__Input for this task__
—————

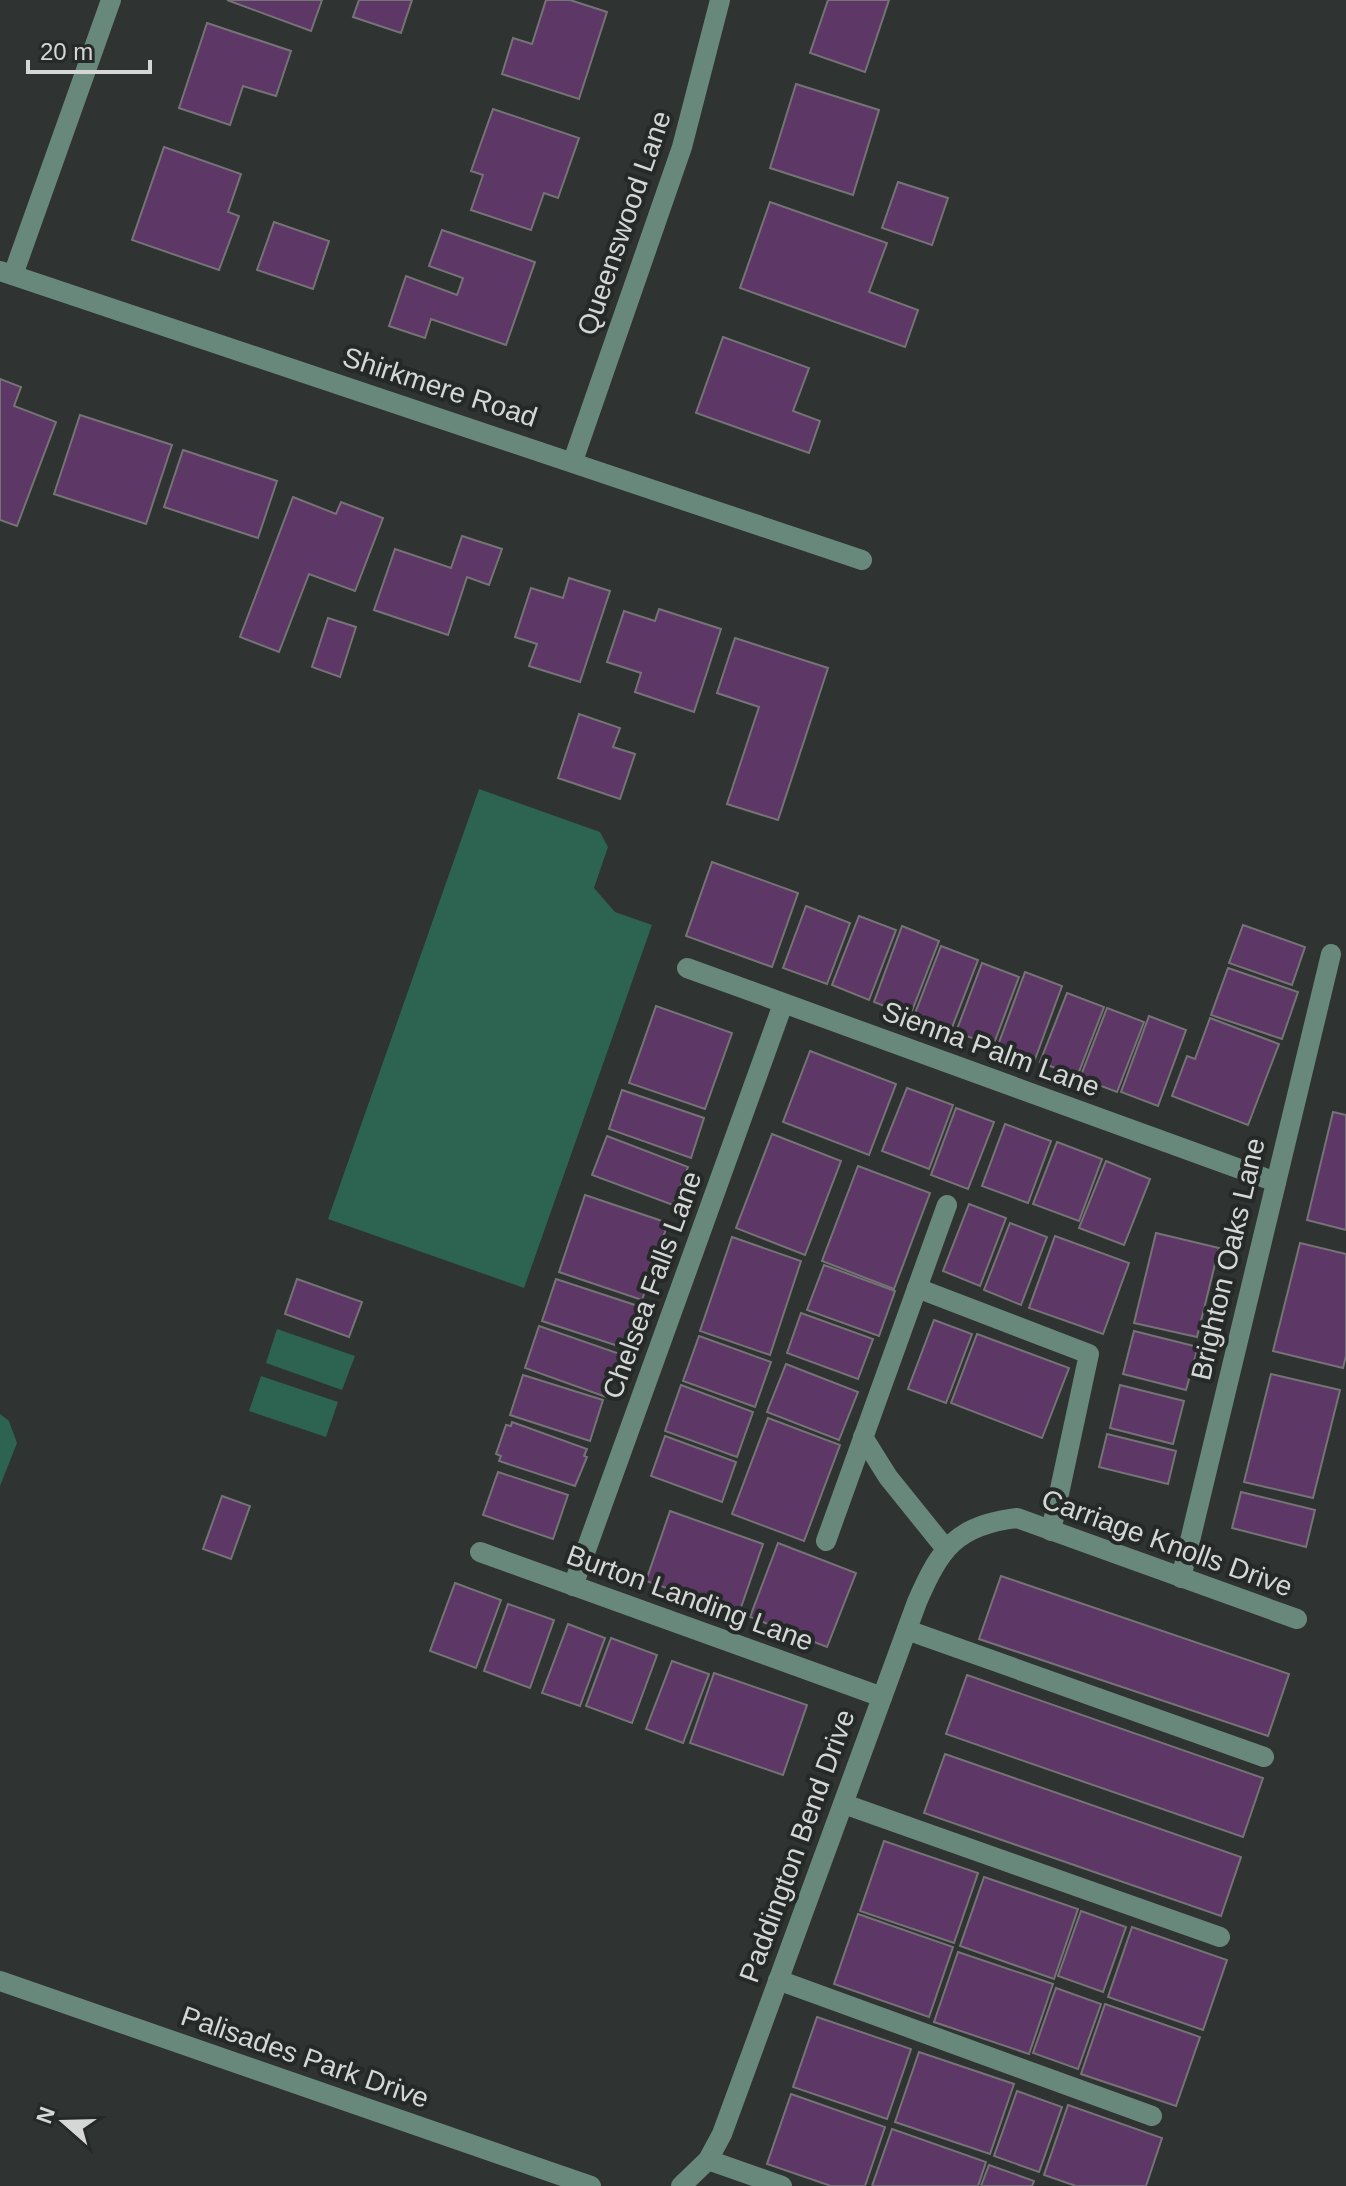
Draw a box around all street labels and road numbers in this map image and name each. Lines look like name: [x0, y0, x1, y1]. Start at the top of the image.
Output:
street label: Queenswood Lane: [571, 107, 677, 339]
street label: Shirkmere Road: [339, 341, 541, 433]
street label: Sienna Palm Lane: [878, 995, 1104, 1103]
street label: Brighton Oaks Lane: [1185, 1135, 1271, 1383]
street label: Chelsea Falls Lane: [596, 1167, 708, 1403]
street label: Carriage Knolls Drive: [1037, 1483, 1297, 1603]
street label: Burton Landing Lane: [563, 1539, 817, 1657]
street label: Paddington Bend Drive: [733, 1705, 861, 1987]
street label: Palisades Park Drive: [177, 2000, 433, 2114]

—————

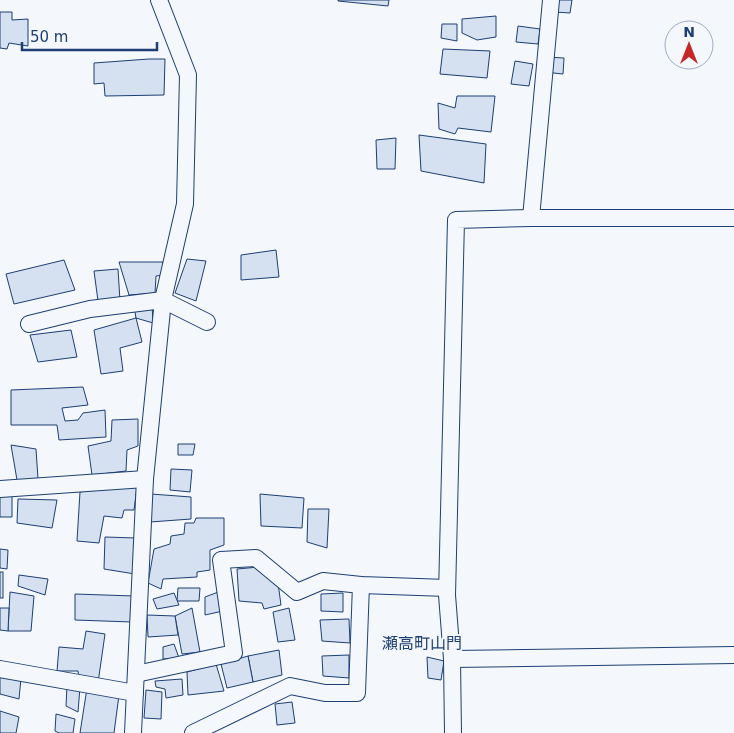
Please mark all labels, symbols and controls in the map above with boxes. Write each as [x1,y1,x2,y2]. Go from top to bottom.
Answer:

—————

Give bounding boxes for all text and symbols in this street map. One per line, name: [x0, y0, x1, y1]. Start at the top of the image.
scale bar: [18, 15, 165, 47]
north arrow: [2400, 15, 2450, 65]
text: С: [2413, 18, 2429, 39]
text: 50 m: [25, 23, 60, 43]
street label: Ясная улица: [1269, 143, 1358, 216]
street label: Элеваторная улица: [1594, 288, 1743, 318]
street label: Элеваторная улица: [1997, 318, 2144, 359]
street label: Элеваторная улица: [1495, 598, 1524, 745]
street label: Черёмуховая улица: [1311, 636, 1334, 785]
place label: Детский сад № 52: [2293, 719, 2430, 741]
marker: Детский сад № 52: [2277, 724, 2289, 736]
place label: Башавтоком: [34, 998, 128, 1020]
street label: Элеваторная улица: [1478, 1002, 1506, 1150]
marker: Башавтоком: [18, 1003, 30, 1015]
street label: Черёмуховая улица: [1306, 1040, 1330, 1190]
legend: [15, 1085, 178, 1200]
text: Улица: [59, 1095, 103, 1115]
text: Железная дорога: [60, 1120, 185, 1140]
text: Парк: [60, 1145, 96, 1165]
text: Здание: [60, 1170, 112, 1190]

—————

Check every line above for the string "labels" and copy those that have it.

Draw a box around all street labels and road numbers in this map image and name each. Lines look like name: [x0, y0, x1, y1]. Start at the top of the image.
Please mark all labels, symbols and controls in the map above with boxes. Write each as [x1,y1,x2,y2]. Go from top to bottom.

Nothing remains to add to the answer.